Problem to work on: Please give back word for word the lines of the material below between the line containing "3v18M4 7l16 10M4" and the line containing "M307,636L309,684H262L260,638Z", inclusive.

Records shown:
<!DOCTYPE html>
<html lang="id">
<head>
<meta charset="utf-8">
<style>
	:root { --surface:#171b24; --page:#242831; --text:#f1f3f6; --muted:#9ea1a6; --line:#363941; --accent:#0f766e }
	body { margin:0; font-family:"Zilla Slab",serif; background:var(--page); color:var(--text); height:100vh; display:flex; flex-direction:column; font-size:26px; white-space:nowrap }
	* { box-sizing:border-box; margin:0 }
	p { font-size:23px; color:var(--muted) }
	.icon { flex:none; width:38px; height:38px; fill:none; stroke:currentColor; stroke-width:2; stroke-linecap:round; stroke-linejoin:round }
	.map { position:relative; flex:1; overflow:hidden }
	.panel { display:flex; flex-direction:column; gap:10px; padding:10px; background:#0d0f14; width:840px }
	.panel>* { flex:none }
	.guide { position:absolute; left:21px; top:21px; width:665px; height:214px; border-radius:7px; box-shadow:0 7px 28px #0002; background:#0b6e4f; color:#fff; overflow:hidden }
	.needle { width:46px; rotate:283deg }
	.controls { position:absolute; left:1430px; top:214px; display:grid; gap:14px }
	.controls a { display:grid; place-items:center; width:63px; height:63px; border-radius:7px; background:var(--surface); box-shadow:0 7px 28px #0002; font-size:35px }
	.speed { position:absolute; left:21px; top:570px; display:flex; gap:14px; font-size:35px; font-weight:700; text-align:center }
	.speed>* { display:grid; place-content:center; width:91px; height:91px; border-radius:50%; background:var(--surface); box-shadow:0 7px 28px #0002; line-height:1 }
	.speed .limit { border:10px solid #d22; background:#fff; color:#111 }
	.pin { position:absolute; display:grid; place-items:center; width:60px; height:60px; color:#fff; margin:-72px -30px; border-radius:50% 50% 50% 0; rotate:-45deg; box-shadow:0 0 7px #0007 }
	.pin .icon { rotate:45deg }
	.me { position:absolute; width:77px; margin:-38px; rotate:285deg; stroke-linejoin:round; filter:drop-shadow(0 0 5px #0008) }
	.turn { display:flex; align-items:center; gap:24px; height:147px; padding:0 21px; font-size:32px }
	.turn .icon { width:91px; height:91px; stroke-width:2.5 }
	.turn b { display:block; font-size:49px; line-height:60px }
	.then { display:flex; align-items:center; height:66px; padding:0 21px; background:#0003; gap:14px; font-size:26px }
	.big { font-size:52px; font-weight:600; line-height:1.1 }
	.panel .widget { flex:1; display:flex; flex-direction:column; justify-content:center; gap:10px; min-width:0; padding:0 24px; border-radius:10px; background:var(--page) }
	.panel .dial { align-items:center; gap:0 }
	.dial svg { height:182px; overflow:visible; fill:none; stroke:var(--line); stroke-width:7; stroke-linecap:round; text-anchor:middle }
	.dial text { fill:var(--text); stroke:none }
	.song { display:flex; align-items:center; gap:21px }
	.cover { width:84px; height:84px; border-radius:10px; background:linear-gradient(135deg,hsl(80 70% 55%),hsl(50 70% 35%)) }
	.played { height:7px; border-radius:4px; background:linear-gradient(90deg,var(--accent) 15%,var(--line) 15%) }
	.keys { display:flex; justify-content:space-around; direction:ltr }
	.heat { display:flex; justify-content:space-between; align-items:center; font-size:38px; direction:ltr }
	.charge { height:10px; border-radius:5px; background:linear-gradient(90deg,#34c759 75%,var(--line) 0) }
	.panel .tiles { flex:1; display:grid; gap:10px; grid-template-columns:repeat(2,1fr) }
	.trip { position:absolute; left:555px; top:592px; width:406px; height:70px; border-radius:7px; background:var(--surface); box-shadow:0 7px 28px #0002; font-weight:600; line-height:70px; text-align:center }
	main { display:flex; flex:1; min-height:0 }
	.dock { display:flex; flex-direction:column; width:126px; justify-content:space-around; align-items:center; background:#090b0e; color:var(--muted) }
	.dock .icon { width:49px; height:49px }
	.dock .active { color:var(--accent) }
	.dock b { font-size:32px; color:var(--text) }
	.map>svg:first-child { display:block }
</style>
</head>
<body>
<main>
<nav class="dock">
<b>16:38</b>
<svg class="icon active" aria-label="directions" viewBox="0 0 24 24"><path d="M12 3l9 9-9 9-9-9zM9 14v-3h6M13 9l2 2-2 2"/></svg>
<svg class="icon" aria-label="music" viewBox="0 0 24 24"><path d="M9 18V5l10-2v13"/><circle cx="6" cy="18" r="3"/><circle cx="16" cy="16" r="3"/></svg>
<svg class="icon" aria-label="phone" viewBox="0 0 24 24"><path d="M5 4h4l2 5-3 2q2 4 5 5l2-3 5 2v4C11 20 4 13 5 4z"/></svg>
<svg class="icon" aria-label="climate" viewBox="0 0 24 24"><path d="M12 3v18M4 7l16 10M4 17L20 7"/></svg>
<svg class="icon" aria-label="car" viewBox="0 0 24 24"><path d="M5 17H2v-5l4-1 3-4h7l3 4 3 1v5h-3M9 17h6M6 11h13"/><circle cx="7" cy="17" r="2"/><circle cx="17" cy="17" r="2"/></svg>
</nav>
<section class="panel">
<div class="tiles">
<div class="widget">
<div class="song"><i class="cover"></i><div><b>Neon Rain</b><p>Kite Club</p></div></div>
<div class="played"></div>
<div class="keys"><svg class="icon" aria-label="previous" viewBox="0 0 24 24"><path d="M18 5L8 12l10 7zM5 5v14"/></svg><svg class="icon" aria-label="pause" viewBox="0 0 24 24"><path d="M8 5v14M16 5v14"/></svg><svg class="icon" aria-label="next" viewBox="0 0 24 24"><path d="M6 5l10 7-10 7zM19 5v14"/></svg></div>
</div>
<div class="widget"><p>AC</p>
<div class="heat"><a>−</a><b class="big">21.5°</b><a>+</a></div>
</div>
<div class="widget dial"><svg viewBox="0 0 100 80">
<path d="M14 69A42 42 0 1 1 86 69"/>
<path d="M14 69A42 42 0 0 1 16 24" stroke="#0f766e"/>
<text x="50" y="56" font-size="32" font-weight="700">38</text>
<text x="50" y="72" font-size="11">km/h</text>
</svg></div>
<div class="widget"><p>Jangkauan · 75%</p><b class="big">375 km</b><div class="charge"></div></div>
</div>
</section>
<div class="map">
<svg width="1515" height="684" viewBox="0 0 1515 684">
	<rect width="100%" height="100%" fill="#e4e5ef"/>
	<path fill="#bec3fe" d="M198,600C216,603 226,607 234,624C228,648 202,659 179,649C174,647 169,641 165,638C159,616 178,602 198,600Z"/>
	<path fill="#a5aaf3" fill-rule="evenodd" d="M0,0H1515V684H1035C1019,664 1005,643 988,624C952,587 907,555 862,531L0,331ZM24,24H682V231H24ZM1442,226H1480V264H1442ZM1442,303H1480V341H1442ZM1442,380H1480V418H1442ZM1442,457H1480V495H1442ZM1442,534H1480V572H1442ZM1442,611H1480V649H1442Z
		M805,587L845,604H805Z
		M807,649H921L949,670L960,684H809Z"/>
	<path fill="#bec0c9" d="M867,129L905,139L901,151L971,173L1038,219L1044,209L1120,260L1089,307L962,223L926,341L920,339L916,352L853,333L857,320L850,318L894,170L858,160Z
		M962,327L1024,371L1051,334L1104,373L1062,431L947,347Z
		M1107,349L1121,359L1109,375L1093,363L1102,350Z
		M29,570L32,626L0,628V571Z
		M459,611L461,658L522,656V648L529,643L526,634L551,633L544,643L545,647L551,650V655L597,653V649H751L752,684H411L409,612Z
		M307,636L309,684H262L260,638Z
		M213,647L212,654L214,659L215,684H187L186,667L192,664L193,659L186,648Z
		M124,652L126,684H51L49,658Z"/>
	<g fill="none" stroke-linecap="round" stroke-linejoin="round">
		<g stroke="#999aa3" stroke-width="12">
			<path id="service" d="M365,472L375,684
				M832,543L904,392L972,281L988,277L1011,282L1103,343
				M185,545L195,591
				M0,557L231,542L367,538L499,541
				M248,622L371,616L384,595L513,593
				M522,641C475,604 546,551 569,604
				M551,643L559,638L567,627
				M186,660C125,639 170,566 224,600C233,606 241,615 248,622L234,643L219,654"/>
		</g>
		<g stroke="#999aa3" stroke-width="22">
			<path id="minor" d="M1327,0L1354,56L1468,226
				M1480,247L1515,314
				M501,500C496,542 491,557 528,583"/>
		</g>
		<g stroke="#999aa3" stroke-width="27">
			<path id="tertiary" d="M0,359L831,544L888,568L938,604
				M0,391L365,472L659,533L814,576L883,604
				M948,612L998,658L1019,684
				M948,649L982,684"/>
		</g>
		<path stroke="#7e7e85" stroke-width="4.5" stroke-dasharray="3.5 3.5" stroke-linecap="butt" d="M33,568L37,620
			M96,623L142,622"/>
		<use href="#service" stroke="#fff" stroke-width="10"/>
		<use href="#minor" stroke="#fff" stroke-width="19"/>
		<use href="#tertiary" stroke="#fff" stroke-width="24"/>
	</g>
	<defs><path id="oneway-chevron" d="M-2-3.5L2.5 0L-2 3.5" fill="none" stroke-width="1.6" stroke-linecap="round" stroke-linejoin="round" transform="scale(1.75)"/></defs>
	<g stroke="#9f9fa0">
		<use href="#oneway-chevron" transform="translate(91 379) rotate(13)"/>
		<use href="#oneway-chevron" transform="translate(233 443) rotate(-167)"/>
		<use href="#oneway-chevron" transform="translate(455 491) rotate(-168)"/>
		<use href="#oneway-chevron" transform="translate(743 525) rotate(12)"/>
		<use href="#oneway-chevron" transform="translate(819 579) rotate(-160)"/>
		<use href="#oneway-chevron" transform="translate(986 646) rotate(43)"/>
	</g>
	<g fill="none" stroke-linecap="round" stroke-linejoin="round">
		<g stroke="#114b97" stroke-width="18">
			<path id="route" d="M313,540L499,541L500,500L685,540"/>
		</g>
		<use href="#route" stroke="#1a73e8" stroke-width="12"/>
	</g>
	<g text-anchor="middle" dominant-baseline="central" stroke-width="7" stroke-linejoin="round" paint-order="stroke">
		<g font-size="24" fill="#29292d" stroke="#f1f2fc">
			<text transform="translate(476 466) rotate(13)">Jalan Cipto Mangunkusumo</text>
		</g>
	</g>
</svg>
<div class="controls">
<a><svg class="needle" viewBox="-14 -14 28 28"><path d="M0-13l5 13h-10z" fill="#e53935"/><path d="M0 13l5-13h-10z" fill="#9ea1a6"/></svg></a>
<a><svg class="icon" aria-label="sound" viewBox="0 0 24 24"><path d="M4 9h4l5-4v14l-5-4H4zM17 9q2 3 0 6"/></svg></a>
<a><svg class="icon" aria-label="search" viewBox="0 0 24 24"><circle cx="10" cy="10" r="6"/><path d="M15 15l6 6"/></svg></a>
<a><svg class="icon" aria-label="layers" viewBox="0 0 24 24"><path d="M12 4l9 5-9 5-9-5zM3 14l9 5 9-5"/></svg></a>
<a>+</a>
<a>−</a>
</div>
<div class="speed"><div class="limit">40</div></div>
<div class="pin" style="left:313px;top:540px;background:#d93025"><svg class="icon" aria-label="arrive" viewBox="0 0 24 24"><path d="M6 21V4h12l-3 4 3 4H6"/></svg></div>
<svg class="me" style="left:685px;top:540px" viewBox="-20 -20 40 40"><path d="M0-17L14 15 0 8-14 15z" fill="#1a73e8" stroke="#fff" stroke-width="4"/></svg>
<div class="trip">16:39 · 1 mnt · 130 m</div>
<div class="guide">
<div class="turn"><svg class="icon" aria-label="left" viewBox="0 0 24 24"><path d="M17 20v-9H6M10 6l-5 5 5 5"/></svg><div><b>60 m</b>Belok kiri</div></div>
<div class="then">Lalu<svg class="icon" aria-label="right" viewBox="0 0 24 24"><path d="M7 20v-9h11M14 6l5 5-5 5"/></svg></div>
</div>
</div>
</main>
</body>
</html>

Problem solution:
<svg class="icon" aria-label="climate" viewBox="0 0 24 24"><path d="M12 3v18M4 7l16 10M4 17L20 7"/></svg>
<svg class="icon" aria-label="car" viewBox="0 0 24 24"><path d="M5 17H2v-5l4-1 3-4h7l3 4 3 1v5h-3M9 17h6M6 11h13"/><circle cx="7" cy="17" r="2"/><circle cx="17" cy="17" r="2"/></svg>
</nav>
<section class="panel">
<div class="tiles">
<div class="widget">
<div class="song"><i class="cover"></i><div><b>Neon Rain</b><p>Kite Club</p></div></div>
<div class="played"></div>
<div class="keys"><svg class="icon" aria-label="previous" viewBox="0 0 24 24"><path d="M18 5L8 12l10 7zM5 5v14"/></svg><svg class="icon" aria-label="pause" viewBox="0 0 24 24"><path d="M8 5v14M16 5v14"/></svg><svg class="icon" aria-label="next" viewBox="0 0 24 24"><path d="M6 5l10 7-10 7zM19 5v14"/></svg></div>
</div>
<div class="widget"><p>AC</p>
<div class="heat"><a>−</a><b class="big">21.5°</b><a>+</a></div>
</div>
<div class="widget dial"><svg viewBox="0 0 100 80">
<path d="M14 69A42 42 0 1 1 86 69"/>
<path d="M14 69A42 42 0 0 1 16 24" stroke="#0f766e"/>
<text x="50" y="56" font-size="32" font-weight="700">38</text>
<text x="50" y="72" font-size="11">km/h</text>
</svg></div>
<div class="widget"><p>Jangkauan · 75%</p><b class="big">375 km</b><div class="charge"></div></div>
</div>
</section>
<div class="map">
<svg width="1515" height="684" viewBox="0 0 1515 684">
	<rect width="100%" height="100%" fill="#e4e5ef"/>
	<path fill="#bec3fe" d="M198,600C216,603 226,607 234,624C228,648 202,659 179,649C174,647 169,641 165,638C159,616 178,602 198,600Z"/>
	<path fill="#a5aaf3" fill-rule="evenodd" d="M0,0H1515V684H1035C1019,664 1005,643 988,624C952,587 907,555 862,531L0,331ZM24,24H682V231H24ZM1442,226H1480V264H1442ZM1442,303H1480V341H1442ZM1442,380H1480V418H1442ZM1442,457H1480V495H1442ZM1442,534H1480V572H1442ZM1442,611H1480V649H1442Z
		M805,587L845,604H805Z
		M807,649H921L949,670L960,684H809Z"/>
	<path fill="#bec0c9" d="M867,129L905,139L901,151L971,173L1038,219L1044,209L1120,260L1089,307L962,223L926,341L920,339L916,352L853,333L857,320L850,318L894,170L858,160Z
		M962,327L1024,371L1051,334L1104,373L1062,431L947,347Z
		M1107,349L1121,359L1109,375L1093,363L1102,350Z
		M29,570L32,626L0,628V571Z
		M459,611L461,658L522,656V648L529,643L526,634L551,633L544,643L545,647L551,650V655L597,653V649H751L752,684H411L409,612Z
		M307,636L309,684H262L260,638Z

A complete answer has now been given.